**DIRECTIONS:** Wherever a line of the data contains "JSON", copy that line.

**DATA EXTRACT:**
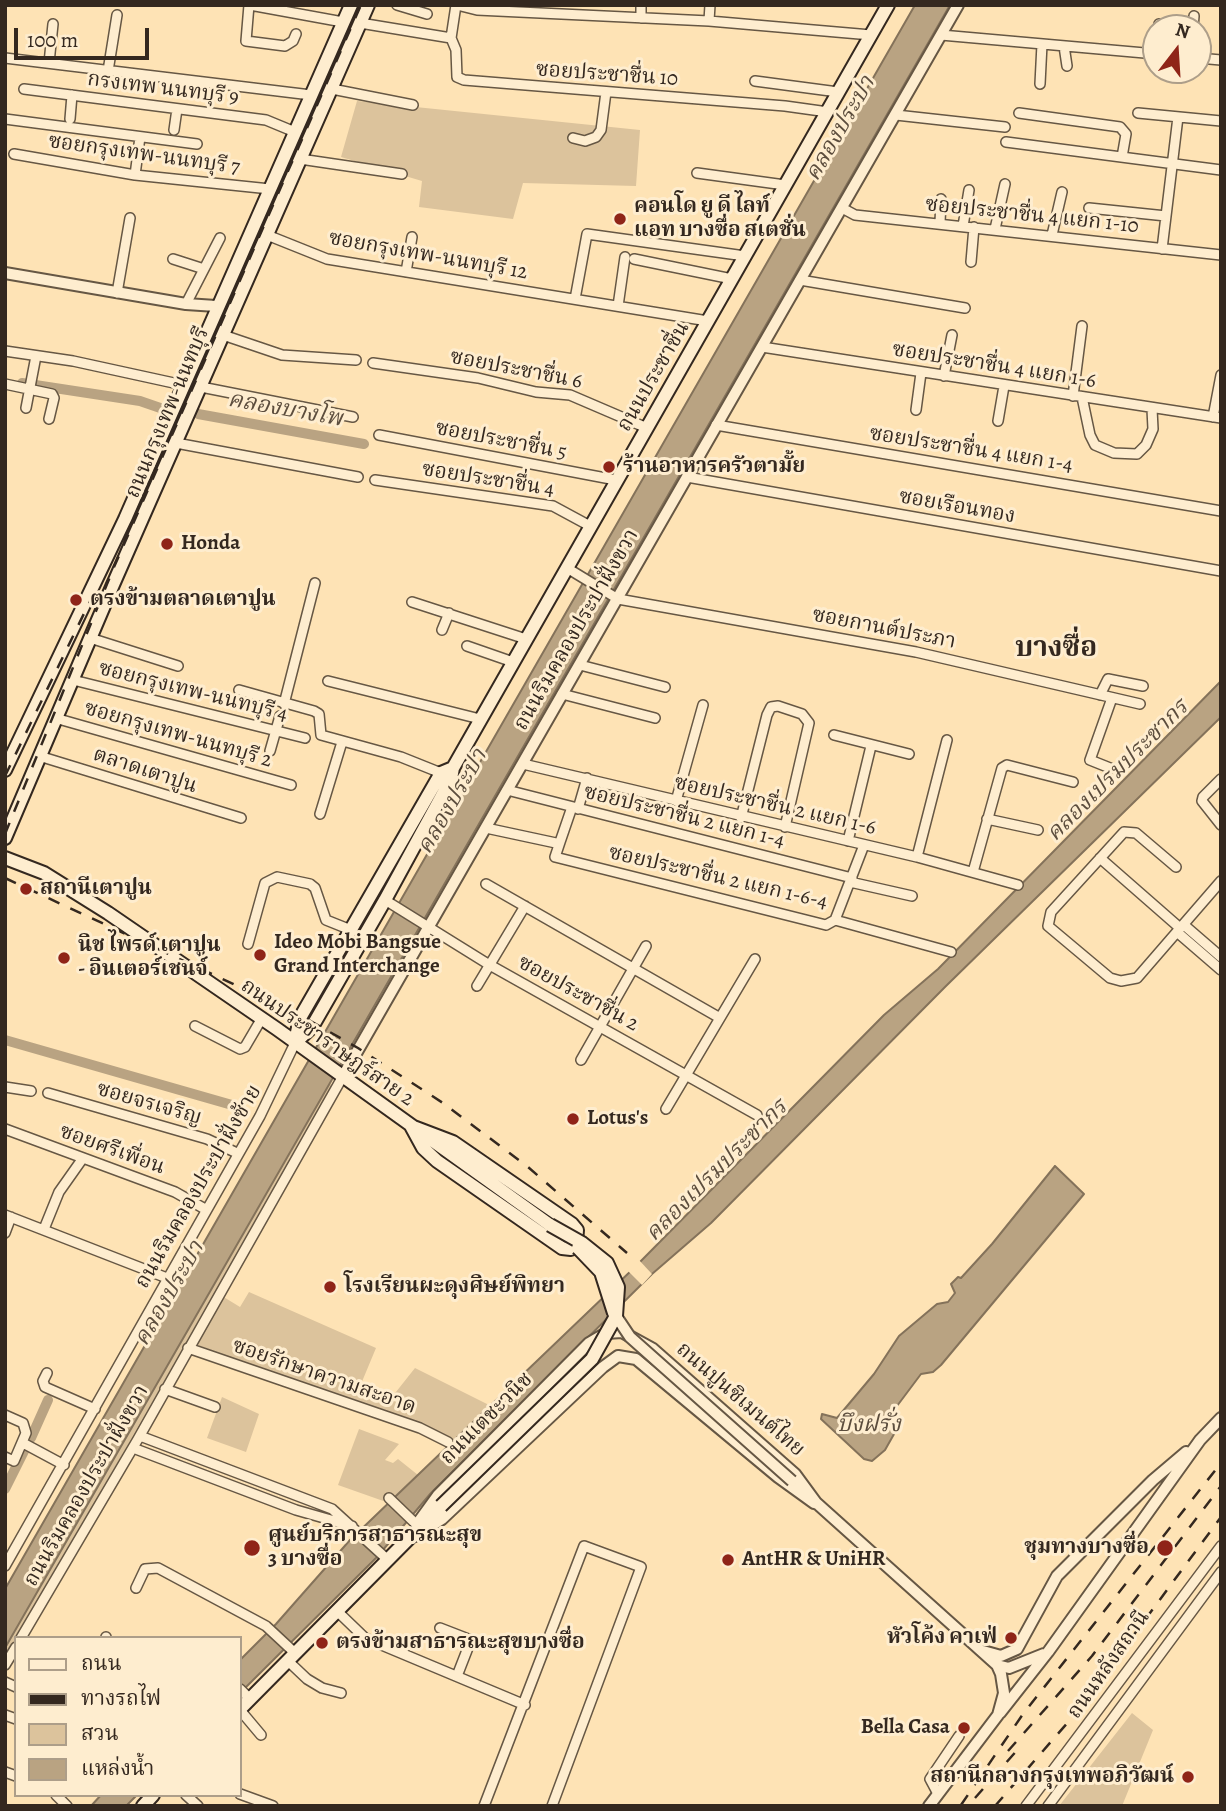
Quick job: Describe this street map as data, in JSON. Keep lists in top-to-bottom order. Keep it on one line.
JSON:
{"streets":{"main road":["ถนนประชาชื่น","ถนนกรุงเทพ-นนทบุรี","ถนนประชาราษฎร์สาย 2","ถนนเตชะวนิช"],"street":["ซอยประชาชื่น 10","กรงเทพ นนทบุรี 9","ซอยกรุงเทพ-นนทบุรี 7","ซอยประชาชื่น 4 แยก 1-10","ซอยกรุงเทพ-นนทบุรี 12","ซอยประชาชื่น 4 แยก 1-6","ซอยประชาชื่น 6","ซอยประชาชื่น 5","ซอยประชาชื่น 4 แยก 1-4","ซอยประชาชื่น 4","ซอยเรือนทอง","ซอยกานต์ประภา","ถนนริมคลองประปาฝั่งขวา","ซอยกรุงเทพ-นนทบุรี 4","ซอยกรุงเทพ-นนทบุรี 2","ตลาดเตาปูน","ซอยประชาชื่น 2 แยก 1-6","ซอยประชาชื่น 2 แยก 1-4","ซอยประชาชื่น 2 แยก 1-6-4","ซอยประชาชื่น 2","ซอยจรเจริญ","ซอยศรีเพื่อน","ถนนริมคลองประปาฝั่งซ้าย","ซอยรักษาความสะอาด","ถนนปูนซิเมนต์ไทย","ถนนหลังสถานี"]},"crossings":[["ซอยประชาชื่น 10","ถนนประชาชื่น"],["กรงเทพ นนทบุรี 9","ถนนกรุงเทพ-นนทบุรี"],["ซอยกรุงเทพ-นนทบุรี 7","ถนนกรุงเทพ-นนทบุรี"],["ซอยประชาชื่น 4 แยก 1-10","ถนนริมคลองประปาฝั่งขวา"],["ซอยกรุงเทพ-นนทบุรี 12","ถนนประชาชื่น"],["ซอยกรุงเทพ-นนทบุรี 12","ถนนกรุงเทพ-นนทบุรี"],["ซอยประชาชื่น 4 แยก 1-6","ถนนริมคลองประปาฝั่งขวา"],["ซอยประชาชื่น 6","ถนนประชาชื่น"],["ถนนประชาชื่น","ซอยประชาชื่น 5"],["ถนนประชาชื่น","ซอยประชาชื่น 4"],["ถนนประชาชื่น","ซอยประชาชื่น 2"],["ถนนประชาชื่น","ถนนประชาราษฎร์สาย 2"],["ถนนประชาชื่น","ถนนริมคลองประปาฝั่งซ้าย"],["ถนนกรุงเทพ-นนทบุรี","ซอยกรุงเทพ-นนทบุรี 4"],["ถนนกรุงเทพ-นนทบุรี","ซอยกรุงเทพ-นนทบุรี 2"],["ถนนกรุงเทพ-นนทบุรี","ตลาดเตาปูน"],["ซอยประชาชื่น 4 แยก 1-4","ถนนริมคลองประปาฝั่งขวา"],["ซอยเรือนทอง","ถนนริมคลองประปาฝั่งขวา"],["ซอยกานต์ประภา","ถนนริมคลองประปาฝั่งขวา"],["ถนนริมคลองประปาฝั่งขวา","ซอยประชาชื่น 2 แยก 1-6"],["ถนนริมคลองประปาฝั่งขวา","ซอยประชาชื่น 2 แยก 1-4"],["ถนนริมคลองประปาฝั่งขวา","ซอยประชาชื่น 2"],["ถนนริมคลองประปาฝั่งขวา","ถนนประชาราษฎร์สาย 2"],["ถนนริมคลองประปาฝั่งขวา","ซอยรักษาความสะอาด"],["ซอยประชาชื่น 2 แยก 1-6","ซอยประชาชื่น 2 แยก 1-6-4"],["ซอยประชาชื่น 2 แยก 1-4","ซอยประชาชื่น 2 แยก 1-6-4"],["ถนนประชาราษฎร์สาย 2","ถนนริมคลองประปาฝั่งซ้าย"],["ถนนประชาราษฎร์สาย 2","ถนนปูนซิเมนต์ไทย"],["ถนนประชาราษฎร์สาย 2","ถนนเตชะวนิช"],["ซอยจรเจริญ","ถนนริมคลองประปาฝั่งซ้าย"],["ซอยศรีเพื่อน","ถนนริมคลองประปาฝั่งซ้าย"],["ถนนปูนซิเมนต์ไทย","ถนนเตชะวนิช"]],"districts":["บางซื่อ"],"water":["คลองประปา","คลองบางโพ","คลองเปรมประชากร","บึงฝรั่ง"],"places":["คอนโด ยู ดี ไลท์ แอท บางซื่อ สเตชั่น","ร้านอาหารครัวตามั้ย","Honda","ตรงข้ามตลาดเตาปูน","สถานีเตาปูน","Ideo Mobi Bangsue Grand Interchange","นิช ไพรด์ เตาปูน - อินเตอร์เชนจ์","Lotus's","โรงเรียนผะดุงศิษย์พิทยา","ศูนย์บริการสาธารณะสุข 3 บางซื่อ","ชุมทางบางซื่อ","AntHR & UniHR","หัวโค้ง คาเฟ่","ตรงข้ามสาธารณะสุขบางซื่อ","Bella Casa","สถานีกลางกรุงเทพอภิวัฒน์"],"legend":["ถนน","ทางรถไฟ","สวน","แหล่งน้ำ"],"scale_bar":"100 m","north":"top"}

**TASK RESULT:**
Quick job: Describe this street map as data, in JSON. Keep lists in top-to-bottom order. Keep it on one line.
JSON:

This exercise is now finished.